Similarly, black pepper is native to India, but is now widely used. And it’s one of the reasons that the Portuguese set sail. The apple comes from Turkey or maybe Kazakhstan. The peach from China. Many (perhaps most?) foods were exotic at one point.

Coffee is an African plant, Juan Valdez notwithstanding. And the Europeans thought tomatoes were poisonous at first, perhaps because the tomato plant is related to, I think, deadly nightshade. But it was not until the 1980s that the Reagan Administration discovered that ketchup is a vegetable.

Corn is American too, but I don’t think it has been as widely adopted over there as it is over here.
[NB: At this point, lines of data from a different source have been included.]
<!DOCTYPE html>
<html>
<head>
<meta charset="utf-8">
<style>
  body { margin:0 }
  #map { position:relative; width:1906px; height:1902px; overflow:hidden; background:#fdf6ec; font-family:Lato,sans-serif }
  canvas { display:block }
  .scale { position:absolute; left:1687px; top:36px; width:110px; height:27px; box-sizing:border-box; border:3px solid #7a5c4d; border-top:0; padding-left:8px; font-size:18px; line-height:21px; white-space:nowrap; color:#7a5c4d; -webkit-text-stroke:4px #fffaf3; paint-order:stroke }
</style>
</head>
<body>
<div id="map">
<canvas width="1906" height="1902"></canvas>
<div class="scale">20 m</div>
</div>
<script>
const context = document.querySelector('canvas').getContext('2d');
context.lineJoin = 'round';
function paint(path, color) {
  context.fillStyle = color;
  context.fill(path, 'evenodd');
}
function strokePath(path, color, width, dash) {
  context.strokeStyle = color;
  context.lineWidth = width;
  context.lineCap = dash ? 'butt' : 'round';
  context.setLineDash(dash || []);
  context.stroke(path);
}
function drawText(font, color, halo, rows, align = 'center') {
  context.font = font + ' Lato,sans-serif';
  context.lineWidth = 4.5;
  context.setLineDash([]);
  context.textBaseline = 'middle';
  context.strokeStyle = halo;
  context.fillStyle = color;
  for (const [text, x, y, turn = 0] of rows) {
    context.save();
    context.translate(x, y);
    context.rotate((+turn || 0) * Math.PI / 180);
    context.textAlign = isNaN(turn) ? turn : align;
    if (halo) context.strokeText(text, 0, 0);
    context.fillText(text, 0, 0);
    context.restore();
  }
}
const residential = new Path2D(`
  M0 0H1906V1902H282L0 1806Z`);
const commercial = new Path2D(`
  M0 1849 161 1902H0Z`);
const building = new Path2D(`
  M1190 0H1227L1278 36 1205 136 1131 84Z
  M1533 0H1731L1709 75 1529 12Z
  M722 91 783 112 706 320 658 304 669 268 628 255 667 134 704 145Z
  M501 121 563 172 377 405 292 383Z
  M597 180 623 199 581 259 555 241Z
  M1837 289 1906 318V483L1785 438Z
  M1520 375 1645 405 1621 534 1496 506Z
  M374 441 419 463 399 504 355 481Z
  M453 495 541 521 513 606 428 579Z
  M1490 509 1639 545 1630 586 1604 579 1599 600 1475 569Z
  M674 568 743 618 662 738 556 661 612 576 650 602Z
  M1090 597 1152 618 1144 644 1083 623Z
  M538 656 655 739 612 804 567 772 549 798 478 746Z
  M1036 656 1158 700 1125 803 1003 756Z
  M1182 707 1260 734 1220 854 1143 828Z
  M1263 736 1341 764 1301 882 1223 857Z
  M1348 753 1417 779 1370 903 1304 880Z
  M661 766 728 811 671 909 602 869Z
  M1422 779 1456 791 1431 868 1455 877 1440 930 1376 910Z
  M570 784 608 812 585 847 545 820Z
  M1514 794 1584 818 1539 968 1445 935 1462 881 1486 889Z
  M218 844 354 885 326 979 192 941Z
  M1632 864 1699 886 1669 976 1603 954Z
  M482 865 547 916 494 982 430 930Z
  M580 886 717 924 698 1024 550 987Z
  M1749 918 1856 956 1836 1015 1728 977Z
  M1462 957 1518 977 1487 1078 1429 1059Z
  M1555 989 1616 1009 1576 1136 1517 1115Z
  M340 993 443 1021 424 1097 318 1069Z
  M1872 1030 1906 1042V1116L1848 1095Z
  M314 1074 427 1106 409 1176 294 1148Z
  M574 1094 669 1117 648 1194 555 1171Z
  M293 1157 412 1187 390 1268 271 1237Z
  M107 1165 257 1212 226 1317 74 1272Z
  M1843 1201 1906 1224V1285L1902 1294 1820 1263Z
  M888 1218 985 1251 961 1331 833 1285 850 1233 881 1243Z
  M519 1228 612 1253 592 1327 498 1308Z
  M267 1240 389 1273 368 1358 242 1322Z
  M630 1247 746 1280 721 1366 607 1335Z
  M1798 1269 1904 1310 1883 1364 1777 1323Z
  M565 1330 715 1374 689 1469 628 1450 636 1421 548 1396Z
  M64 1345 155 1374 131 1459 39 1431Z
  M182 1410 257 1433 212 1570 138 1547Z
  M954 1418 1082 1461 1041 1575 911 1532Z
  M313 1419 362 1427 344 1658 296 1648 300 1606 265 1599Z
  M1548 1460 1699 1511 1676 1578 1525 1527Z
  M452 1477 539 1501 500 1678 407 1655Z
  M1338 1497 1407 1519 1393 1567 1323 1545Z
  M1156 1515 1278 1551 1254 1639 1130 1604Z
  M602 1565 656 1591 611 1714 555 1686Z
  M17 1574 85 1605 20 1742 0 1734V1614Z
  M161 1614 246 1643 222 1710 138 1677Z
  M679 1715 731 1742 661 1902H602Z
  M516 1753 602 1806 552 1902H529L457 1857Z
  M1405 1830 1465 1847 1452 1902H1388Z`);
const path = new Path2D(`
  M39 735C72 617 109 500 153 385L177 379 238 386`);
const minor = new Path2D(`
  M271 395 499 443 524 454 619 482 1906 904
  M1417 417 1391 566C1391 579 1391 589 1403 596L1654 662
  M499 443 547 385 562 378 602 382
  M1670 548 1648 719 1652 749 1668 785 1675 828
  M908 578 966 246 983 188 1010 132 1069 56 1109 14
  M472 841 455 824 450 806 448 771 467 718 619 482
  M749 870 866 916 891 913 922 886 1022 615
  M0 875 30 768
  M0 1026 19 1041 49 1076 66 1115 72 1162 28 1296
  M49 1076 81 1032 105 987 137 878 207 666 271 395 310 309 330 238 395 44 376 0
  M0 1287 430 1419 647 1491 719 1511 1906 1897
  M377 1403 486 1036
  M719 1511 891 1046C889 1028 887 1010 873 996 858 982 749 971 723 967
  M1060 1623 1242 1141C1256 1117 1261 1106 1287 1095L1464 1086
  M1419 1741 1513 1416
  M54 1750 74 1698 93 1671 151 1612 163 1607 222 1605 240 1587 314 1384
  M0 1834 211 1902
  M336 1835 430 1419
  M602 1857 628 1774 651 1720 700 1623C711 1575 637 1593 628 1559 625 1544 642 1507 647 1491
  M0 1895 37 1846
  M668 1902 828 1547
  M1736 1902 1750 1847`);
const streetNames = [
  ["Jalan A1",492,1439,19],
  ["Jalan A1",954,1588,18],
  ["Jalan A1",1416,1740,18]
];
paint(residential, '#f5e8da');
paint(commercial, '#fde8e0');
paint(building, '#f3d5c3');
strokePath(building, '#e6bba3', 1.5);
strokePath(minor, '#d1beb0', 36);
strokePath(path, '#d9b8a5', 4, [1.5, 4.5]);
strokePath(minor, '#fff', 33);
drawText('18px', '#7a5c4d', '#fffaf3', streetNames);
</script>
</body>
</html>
Not a lot of corn or cornmeal based recipes in other countries that I know of. Their loss! Cornbread is the best bread there is.

And I am pretty sure the onion did not originate in Vidalia, Georgia, but it was perfected there.

Vanilla. Now so ubiquitous that the very name is synonymous with “plain”.

Damn, Chimera, you killed the thread!

I often like to ponder the distributions of the wild ancestors of the food I eat. Judging by a few quick searches, in one sandwich you can have wheat from the Middle East, chicken from Vietnam (or India), lettuce from Egypt, tomato from Peru, cucumber from India, black pepper also from India, olives from the eastern Mediterranean, green pepper from Mexico, mayonnaise from Spain, and cheddar cheese from England. Nowadays I can go to any Subway branch and order a sandwich like that and it isn’t at all a big deal. A few centuries ago such a sandwich would have been quite extravagant.

It’s because Europeans often used pewter plates and bowls when they first encountered tomatoes. The high acidity of the tomatoes leaches lead out of the pewter and renders the meal poisonous.

I’d like to read more about this. No chile peppers in the Old World before Columbus?

Polenta, made of cornmeal, is a staple of northern Italian cuisine. Corn is also very important in West Africa, where it is called mealies (among other names).